>>>>>

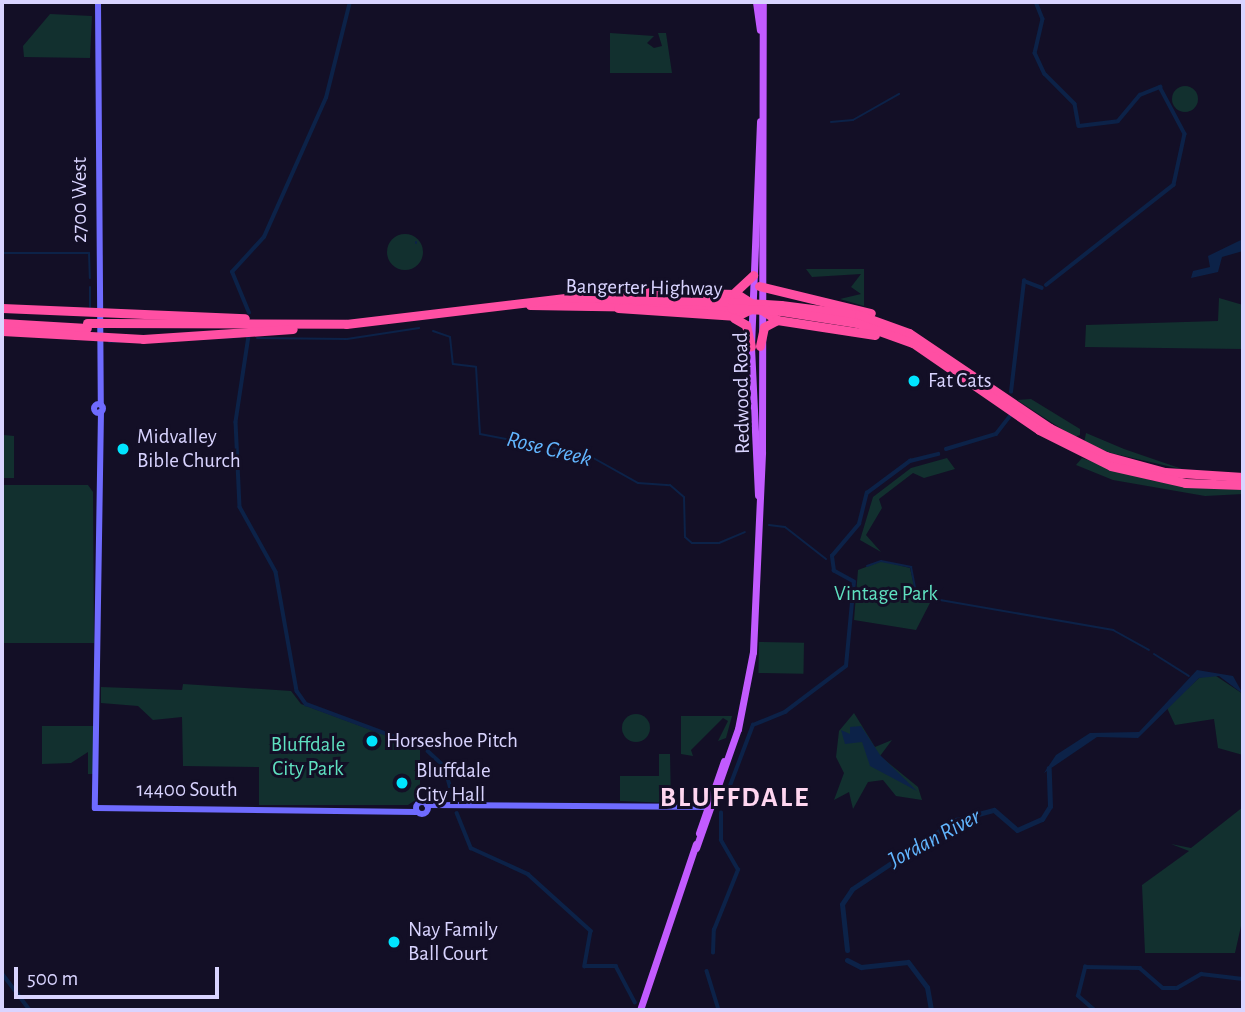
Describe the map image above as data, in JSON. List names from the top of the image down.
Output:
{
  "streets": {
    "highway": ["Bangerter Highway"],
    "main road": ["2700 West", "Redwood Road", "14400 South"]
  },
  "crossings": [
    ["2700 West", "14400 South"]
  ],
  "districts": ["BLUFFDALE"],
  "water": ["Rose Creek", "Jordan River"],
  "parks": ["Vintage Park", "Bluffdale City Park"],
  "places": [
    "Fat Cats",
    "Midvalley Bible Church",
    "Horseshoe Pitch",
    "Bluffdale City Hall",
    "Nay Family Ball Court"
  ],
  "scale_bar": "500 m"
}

<<<<<
>>>>>

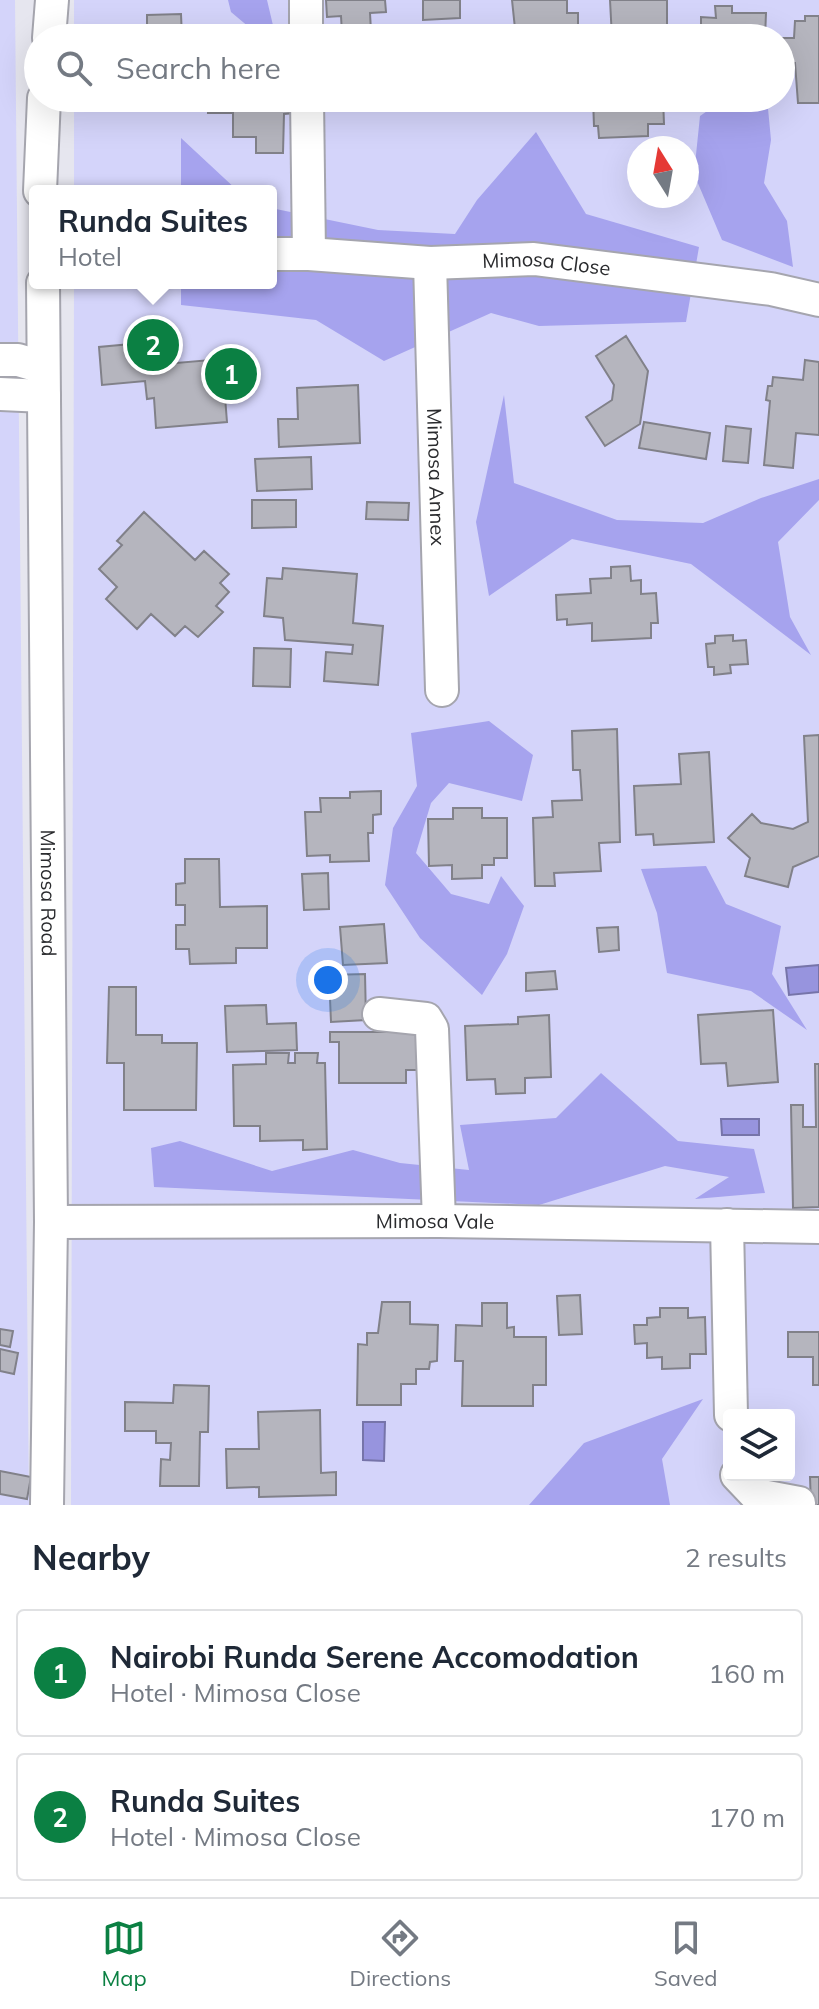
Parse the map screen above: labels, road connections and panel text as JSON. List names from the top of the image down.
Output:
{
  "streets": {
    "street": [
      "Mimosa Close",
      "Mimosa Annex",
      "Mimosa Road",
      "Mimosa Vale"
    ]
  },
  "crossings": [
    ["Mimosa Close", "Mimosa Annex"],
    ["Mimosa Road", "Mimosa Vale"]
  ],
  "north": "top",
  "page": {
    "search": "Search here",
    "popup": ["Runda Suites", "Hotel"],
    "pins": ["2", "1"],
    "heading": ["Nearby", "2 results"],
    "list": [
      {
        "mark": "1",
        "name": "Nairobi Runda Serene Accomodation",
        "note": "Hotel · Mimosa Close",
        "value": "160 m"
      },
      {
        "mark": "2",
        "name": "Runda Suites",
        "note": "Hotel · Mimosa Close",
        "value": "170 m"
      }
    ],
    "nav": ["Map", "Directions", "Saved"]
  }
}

<<<<<

▸ Required work: Check each line above for the string "down" and copy every line that has it.

▸ Answer space:
Describe the map image above as data, in JSON. List names from the top of the image down.
Parse the map screen above: labels, road connections and panel text as JSON. List names from the top of the image down.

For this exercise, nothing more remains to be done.